Aim of the task:
For this task, retype the records below exactly.

Data shown:
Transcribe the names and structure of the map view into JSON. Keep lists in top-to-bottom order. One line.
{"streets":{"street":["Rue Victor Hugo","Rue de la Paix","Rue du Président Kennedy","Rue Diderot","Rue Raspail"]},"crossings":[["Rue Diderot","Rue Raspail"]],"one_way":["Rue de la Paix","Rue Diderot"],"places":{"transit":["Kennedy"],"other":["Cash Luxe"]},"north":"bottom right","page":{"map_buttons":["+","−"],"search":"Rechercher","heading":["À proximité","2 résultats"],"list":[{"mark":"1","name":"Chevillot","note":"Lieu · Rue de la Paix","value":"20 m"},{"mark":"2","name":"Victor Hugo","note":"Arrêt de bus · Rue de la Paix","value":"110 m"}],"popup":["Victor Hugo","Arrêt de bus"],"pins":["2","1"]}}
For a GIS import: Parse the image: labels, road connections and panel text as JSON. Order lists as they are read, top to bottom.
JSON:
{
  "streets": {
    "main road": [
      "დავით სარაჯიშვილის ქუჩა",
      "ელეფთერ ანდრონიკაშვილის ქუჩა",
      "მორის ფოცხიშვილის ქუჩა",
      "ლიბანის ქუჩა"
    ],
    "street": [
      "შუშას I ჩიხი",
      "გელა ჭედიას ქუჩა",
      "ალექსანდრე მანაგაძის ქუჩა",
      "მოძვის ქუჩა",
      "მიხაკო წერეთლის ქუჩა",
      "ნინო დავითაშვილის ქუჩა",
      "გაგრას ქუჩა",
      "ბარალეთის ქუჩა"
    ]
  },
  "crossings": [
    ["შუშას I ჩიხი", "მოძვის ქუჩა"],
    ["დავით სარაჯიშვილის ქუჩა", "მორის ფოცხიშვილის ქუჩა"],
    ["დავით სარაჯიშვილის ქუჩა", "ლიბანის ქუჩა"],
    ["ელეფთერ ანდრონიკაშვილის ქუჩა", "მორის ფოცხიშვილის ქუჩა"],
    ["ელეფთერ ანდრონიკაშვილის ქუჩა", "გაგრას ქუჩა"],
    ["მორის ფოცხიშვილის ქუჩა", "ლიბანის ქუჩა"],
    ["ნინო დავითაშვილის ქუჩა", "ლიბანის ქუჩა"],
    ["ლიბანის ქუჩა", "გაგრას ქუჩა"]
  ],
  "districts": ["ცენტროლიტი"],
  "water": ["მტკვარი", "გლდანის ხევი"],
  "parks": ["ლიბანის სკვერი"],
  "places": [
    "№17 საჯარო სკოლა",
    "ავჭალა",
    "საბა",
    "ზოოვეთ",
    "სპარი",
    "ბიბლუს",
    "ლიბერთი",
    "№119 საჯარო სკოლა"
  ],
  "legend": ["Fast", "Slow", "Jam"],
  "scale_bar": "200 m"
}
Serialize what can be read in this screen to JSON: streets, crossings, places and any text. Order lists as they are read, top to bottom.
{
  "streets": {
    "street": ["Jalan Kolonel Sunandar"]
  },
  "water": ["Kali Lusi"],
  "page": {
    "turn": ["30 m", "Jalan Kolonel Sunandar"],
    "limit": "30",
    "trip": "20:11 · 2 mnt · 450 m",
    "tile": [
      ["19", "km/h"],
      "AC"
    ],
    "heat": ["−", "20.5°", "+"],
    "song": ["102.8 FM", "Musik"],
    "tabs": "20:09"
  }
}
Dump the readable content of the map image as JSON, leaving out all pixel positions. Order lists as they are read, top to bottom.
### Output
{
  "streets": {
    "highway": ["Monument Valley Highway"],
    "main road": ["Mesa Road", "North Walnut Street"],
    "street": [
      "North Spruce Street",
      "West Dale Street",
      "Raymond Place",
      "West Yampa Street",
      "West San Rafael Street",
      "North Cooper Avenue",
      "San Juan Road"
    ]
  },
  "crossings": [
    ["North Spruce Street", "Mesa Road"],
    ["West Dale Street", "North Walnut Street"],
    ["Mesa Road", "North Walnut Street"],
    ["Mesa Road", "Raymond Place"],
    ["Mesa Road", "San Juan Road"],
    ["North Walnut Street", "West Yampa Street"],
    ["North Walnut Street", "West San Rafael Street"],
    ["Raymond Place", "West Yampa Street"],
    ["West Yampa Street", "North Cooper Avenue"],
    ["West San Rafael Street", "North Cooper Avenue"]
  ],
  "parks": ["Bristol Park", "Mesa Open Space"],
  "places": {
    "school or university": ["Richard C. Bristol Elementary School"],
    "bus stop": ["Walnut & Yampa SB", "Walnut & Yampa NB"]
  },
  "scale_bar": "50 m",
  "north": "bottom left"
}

Solution for this task:
Transcribe the names and structure of the map view into JSON. Keep lists in top-to-bottom order. One line.
{"streets":{"street":["Rue Victor Hugo","Rue de la Paix","Rue du Président Kennedy","Rue Diderot","Rue Raspail"]},"crossings":[["Rue Diderot","Rue Raspail"]],"one_way":["Rue de la Paix","Rue Diderot"],"places":{"transit":["Kennedy"],"other":["Cash Luxe"]},"north":"bottom right","page":{"map_buttons":["+","−"],"search":"Rechercher","heading":["À proximité","2 résultats"],"list":[{"mark":"1","name":"Chevillot","note":"Lieu · Rue de la Paix","value":"20 m"},{"mark":"2","name":"Victor Hugo","note":"Arrêt de bus · Rue de la Paix","value":"110 m"}],"popup":["Victor Hugo","Arrêt de bus"],"pins":["2","1"]}}
For a GIS import: Parse the image: labels, road connections and panel text as JSON. Order lists as they are read, top to bottom.
JSON:
{
  "streets": {
    "main road": [
      "დავით სარაჯიშვილის ქუჩა",
      "ელეფთერ ანდრონიკაშვილის ქუჩა",
      "მორის ფოცხიშვილის ქუჩა",
      "ლიბანის ქუჩა"
    ],
    "street": [
      "შუშას I ჩიხი",
      "გელა ჭედიას ქუჩა",
      "ალექსანდრე მანაგაძის ქუჩა",
      "მოძვის ქუჩა",
      "მიხაკო წერეთლის ქუჩა",
      "ნინო დავითაშვილის ქუჩა",
      "გაგრას ქუჩა",
      "ბარალეთის ქუჩა"
    ]
  },
  "crossings": [
    ["შუშას I ჩიხი", "მოძვის ქუჩა"],
    ["დავით სარაჯიშვილის ქუჩა", "მორის ფოცხიშვილის ქუჩა"],
    ["დავით სარაჯიშვილის ქუჩა", "ლიბანის ქუჩა"],
    ["ელეფთერ ანდრონიკაშვილის ქუჩა", "მორის ფოცხიშვილის ქუჩა"],
    ["ელეფთერ ანდრონიკაშვილის ქუჩა", "გაგრას ქუჩა"],
    ["მორის ფოცხიშვილის ქუჩა", "ლიბანის ქუჩა"],
    ["ნინო დავითაშვილის ქუჩა", "ლიბანის ქუჩა"],
    ["ლიბანის ქუჩა", "გაგრას ქუჩა"]
  ],
  "districts": ["ცენტროლიტი"],
  "water": ["მტკვარი", "გლდანის ხევი"],
  "parks": ["ლიბანის სკვერი"],
  "places": [
    "№17 საჯარო სკოლა",
    "ავჭალა",
    "საბა",
    "ზოოვეთ",
    "სპარი",
    "ბიბლუს",
    "ლიბერთი",
    "№119 საჯარო სკოლა"
  ],
  "legend": ["Fast", "Slow", "Jam"],
  "scale_bar": "200 m"
}
Serialize what can be read in this screen to JSON: streets, crossings, places and any text. Order lists as they are read, top to bottom.
{
  "streets": {
    "street": ["Jalan Kolonel Sunandar"]
  },
  "water": ["Kali Lusi"],
  "page": {
    "turn": ["30 m", "Jalan Kolonel Sunandar"],
    "limit": "30",
    "trip": "20:11 · 2 mnt · 450 m",
    "tile": [
      ["19", "km/h"],
      "AC"
    ],
    "heat": ["−", "20.5°", "+"],
    "song": ["102.8 FM", "Musik"],
    "tabs": "20:09"
  }
}
Dump the readable content of the map image as JSON, leaving out all pixel positions. Order lists as they are read, top to bottom.
### Output
{
  "streets": {
    "highway": ["Monument Valley Highway"],
    "main road": ["Mesa Road", "North Walnut Street"],
    "street": [
      "North Spruce Street",
      "West Dale Street",
      "Raymond Place",
      "West Yampa Street",
      "West San Rafael Street",
      "North Cooper Avenue",
      "San Juan Road"
    ]
  },
  "crossings": [
    ["North Spruce Street", "Mesa Road"],
    ["West Dale Street", "North Walnut Street"],
    ["Mesa Road", "North Walnut Street"],
    ["Mesa Road", "Raymond Place"],
    ["Mesa Road", "San Juan Road"],
    ["North Walnut Street", "West Yampa Street"],
    ["North Walnut Street", "West San Rafael Street"],
    ["Raymond Place", "West Yampa Street"],
    ["West Yampa Street", "North Cooper Avenue"],
    ["West San Rafael Street", "North Cooper Avenue"]
  ],
  "parks": ["Bristol Park", "Mesa Open Space"],
  "places": {
    "school or university": ["Richard C. Bristol Elementary School"],
    "bus stop": ["Walnut & Yampa SB", "Walnut & Yampa NB"]
  },
  "scale_bar": "50 m",
  "north": "bottom left"
}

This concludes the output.